───── Data ─────

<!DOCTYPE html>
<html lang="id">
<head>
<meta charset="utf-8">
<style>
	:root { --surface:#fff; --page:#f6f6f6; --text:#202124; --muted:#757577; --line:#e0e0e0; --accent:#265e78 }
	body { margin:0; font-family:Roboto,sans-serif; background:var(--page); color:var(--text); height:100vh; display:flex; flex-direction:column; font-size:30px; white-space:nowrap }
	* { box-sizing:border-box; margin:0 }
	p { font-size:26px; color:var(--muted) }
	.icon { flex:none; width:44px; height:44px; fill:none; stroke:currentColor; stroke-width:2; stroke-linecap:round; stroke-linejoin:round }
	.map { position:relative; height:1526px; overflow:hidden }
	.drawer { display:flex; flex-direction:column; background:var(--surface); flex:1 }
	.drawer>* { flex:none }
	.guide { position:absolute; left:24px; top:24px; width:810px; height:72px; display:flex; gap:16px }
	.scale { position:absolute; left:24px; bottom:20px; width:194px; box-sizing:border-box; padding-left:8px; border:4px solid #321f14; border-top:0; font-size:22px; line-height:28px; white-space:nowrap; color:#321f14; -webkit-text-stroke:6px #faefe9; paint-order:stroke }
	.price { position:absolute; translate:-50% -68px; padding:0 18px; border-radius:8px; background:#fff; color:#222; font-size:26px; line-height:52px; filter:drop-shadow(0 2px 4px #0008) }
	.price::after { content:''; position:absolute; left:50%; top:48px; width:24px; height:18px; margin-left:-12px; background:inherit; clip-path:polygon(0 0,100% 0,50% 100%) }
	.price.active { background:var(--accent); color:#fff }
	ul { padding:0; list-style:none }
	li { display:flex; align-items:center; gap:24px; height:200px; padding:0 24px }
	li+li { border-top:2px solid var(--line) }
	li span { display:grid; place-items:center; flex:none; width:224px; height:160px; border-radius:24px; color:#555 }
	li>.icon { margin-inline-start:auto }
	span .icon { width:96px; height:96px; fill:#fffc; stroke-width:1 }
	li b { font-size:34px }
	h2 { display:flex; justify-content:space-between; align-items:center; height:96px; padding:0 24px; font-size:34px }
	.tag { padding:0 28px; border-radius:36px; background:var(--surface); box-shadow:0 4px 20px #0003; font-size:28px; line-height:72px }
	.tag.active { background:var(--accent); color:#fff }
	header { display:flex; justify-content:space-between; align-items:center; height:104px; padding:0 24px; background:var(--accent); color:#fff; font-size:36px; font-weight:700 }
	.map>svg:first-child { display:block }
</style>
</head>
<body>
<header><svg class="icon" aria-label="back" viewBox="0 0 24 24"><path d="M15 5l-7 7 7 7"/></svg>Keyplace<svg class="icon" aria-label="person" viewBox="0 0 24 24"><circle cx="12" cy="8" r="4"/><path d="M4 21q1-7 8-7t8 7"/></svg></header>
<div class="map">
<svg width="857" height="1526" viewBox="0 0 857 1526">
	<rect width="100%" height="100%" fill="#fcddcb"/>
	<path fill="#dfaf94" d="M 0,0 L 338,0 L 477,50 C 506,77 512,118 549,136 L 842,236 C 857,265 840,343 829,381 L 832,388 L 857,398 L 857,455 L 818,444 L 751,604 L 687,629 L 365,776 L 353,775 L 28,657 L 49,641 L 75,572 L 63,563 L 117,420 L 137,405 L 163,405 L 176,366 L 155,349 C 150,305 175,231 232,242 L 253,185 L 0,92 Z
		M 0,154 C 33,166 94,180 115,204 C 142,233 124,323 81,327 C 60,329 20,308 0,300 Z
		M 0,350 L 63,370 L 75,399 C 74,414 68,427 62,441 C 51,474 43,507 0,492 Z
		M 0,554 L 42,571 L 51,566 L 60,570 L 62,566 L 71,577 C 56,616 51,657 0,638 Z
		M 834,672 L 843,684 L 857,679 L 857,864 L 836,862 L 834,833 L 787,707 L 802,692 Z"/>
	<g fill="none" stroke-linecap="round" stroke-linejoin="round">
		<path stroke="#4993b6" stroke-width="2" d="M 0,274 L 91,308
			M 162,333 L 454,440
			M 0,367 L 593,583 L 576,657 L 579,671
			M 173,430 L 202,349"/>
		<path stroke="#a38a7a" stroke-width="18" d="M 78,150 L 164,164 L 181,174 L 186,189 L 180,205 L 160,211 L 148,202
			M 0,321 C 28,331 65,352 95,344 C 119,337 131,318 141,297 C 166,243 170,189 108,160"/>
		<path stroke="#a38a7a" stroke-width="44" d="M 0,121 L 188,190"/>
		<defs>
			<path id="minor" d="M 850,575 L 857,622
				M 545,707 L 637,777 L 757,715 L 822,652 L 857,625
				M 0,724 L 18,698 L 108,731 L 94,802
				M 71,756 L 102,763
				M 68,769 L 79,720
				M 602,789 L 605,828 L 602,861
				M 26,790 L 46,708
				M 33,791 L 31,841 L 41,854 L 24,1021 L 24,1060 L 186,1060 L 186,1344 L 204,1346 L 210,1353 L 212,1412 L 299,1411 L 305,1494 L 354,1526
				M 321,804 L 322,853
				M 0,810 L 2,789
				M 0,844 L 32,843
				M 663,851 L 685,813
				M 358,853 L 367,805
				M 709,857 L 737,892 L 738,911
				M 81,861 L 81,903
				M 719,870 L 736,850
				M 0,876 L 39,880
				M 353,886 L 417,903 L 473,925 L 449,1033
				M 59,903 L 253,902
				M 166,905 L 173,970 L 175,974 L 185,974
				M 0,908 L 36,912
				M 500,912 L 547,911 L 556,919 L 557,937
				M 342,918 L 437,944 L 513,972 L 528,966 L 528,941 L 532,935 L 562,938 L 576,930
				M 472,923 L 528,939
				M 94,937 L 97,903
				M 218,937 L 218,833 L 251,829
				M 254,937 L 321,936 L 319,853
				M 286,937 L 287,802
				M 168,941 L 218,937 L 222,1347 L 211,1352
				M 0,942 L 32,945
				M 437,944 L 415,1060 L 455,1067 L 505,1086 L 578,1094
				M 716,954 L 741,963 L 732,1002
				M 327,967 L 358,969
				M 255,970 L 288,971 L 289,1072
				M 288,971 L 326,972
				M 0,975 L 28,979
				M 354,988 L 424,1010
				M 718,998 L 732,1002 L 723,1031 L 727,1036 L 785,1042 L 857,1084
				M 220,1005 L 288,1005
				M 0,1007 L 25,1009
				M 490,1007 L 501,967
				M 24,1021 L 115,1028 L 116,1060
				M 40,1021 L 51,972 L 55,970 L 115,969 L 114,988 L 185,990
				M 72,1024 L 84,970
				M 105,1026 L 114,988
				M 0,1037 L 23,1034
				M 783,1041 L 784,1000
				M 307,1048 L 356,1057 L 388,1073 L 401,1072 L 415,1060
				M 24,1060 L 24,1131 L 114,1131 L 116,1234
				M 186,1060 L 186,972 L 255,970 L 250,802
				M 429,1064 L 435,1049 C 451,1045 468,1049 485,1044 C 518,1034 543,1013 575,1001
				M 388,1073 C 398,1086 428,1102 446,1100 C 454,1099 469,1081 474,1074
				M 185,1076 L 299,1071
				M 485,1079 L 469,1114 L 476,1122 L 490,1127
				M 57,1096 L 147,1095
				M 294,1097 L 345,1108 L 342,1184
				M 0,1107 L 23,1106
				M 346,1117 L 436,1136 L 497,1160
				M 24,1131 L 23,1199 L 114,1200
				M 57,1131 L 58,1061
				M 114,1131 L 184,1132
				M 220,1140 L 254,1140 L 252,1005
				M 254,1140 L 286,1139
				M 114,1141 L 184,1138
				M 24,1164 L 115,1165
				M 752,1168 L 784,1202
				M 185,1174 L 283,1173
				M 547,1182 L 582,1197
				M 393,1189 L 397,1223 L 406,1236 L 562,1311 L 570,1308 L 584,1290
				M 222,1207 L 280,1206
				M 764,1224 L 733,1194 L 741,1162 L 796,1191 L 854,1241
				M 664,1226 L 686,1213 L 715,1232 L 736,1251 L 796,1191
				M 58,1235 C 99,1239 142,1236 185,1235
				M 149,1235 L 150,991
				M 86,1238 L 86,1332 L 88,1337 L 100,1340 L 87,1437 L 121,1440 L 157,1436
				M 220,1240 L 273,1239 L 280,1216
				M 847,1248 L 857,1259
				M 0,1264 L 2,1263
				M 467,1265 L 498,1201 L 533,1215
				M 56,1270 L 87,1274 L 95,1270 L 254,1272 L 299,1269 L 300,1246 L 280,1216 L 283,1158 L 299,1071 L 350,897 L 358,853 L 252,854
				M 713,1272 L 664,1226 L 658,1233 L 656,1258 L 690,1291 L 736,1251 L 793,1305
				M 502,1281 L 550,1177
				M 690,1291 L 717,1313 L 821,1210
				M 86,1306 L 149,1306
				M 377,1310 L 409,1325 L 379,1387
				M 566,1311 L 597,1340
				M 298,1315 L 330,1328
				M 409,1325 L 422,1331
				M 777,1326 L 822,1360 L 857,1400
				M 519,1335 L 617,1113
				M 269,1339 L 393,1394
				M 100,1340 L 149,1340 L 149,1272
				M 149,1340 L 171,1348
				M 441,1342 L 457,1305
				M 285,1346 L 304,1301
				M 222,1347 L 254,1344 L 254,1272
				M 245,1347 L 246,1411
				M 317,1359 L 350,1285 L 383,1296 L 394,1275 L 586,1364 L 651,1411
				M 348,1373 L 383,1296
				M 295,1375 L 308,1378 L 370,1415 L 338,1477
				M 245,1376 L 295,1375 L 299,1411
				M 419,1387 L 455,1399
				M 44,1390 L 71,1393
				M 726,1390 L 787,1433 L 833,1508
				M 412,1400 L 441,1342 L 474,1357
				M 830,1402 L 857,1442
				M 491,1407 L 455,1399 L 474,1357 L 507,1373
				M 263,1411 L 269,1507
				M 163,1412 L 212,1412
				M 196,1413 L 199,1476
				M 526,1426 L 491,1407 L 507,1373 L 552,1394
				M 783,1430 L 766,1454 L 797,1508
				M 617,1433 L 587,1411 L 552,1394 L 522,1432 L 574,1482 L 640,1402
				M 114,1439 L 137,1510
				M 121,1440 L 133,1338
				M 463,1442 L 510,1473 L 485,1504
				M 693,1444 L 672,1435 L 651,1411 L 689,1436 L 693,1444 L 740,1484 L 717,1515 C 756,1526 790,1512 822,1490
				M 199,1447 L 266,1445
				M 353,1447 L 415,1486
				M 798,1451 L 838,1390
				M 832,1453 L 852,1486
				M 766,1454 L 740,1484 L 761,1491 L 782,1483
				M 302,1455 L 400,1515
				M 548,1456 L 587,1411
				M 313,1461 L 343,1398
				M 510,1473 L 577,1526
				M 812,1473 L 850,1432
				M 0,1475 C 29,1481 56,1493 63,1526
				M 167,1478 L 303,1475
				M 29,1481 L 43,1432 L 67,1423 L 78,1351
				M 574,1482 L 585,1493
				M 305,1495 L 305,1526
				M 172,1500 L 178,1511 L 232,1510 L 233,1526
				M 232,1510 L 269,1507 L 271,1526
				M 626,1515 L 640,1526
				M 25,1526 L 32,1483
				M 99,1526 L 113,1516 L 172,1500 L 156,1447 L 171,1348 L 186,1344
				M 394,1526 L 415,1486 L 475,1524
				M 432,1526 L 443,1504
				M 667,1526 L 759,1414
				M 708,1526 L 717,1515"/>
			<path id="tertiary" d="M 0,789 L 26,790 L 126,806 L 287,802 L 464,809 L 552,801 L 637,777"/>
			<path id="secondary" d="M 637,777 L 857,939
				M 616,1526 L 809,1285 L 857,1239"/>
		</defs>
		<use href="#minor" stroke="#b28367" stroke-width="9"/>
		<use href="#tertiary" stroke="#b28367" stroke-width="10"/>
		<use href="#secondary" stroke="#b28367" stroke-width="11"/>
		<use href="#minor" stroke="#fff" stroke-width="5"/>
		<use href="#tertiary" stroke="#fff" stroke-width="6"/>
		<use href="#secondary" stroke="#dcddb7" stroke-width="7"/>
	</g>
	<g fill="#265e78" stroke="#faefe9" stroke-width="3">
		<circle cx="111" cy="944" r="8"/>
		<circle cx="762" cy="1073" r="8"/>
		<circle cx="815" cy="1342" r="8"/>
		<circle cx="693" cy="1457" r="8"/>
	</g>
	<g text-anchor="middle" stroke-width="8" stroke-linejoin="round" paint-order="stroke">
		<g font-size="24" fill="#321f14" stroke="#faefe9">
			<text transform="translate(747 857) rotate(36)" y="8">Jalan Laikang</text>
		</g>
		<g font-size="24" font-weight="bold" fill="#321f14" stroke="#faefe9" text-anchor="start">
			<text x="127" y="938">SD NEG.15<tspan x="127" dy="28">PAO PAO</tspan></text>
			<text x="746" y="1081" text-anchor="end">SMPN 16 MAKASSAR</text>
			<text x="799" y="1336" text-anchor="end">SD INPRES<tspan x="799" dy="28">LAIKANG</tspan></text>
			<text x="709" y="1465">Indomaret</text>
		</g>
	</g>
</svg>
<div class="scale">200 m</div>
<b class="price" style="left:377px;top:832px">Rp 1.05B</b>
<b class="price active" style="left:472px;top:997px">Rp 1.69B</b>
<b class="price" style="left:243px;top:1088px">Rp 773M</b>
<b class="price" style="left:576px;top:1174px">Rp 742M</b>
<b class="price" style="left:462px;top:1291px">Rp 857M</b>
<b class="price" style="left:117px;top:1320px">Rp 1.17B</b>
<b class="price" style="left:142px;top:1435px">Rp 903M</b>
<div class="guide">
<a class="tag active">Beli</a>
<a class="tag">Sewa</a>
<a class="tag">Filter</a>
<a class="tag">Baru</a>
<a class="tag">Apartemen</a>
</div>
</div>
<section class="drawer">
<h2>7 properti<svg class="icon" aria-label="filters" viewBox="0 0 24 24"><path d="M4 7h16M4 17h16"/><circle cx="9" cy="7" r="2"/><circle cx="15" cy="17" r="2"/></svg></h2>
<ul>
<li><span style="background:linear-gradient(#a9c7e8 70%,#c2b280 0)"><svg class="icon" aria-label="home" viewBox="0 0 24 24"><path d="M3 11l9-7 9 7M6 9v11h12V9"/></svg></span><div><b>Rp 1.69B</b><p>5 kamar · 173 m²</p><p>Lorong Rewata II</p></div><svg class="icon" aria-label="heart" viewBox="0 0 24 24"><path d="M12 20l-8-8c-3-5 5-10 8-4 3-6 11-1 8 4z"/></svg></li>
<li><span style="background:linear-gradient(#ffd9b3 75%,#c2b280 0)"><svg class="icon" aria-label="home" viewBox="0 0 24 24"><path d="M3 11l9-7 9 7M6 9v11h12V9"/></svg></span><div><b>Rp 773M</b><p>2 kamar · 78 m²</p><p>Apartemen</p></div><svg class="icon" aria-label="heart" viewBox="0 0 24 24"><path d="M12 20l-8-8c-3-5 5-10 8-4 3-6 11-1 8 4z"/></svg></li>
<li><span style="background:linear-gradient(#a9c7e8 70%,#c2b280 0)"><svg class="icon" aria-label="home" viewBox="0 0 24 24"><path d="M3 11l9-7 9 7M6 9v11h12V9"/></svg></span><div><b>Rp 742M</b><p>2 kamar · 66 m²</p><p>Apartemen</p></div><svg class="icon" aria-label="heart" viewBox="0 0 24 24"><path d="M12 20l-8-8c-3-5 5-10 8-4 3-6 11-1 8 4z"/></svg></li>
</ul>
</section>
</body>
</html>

─────

- To do
Starting with the first line above and ending with the line that holds "position:absolute; translate:-50% -68px;", restate each line word for word and add nothing else.

- Exercise output
<!DOCTYPE html>
<html lang="id">
<head>
<meta charset="utf-8">
<style>
	:root { --surface:#fff; --page:#f6f6f6; --text:#202124; --muted:#757577; --line:#e0e0e0; --accent:#265e78 }
	body { margin:0; font-family:Roboto,sans-serif; background:var(--page); color:var(--text); height:100vh; display:flex; flex-direction:column; font-size:30px; white-space:nowrap }
	* { box-sizing:border-box; margin:0 }
	p { font-size:26px; color:var(--muted) }
	.icon { flex:none; width:44px; height:44px; fill:none; stroke:currentColor; stroke-width:2; stroke-linecap:round; stroke-linejoin:round }
	.map { position:relative; height:1526px; overflow:hidden }
	.drawer { display:flex; flex-direction:column; background:var(--surface); flex:1 }
	.drawer>* { flex:none }
	.guide { position:absolute; left:24px; top:24px; width:810px; height:72px; display:flex; gap:16px }
	.scale { position:absolute; left:24px; bottom:20px; width:194px; box-sizing:border-box; padding-left:8px; border:4px solid #321f14; border-top:0; font-size:22px; line-height:28px; white-space:nowrap; color:#321f14; -webkit-text-stroke:6px #faefe9; paint-order:stroke }
	.price { position:absolute; translate:-50% -68px; padding:0 18px; border-radius:8px; background:#fff; color:#222; font-size:26px; line-height:52px; filter:drop-shadow(0 2px 4px #0008) }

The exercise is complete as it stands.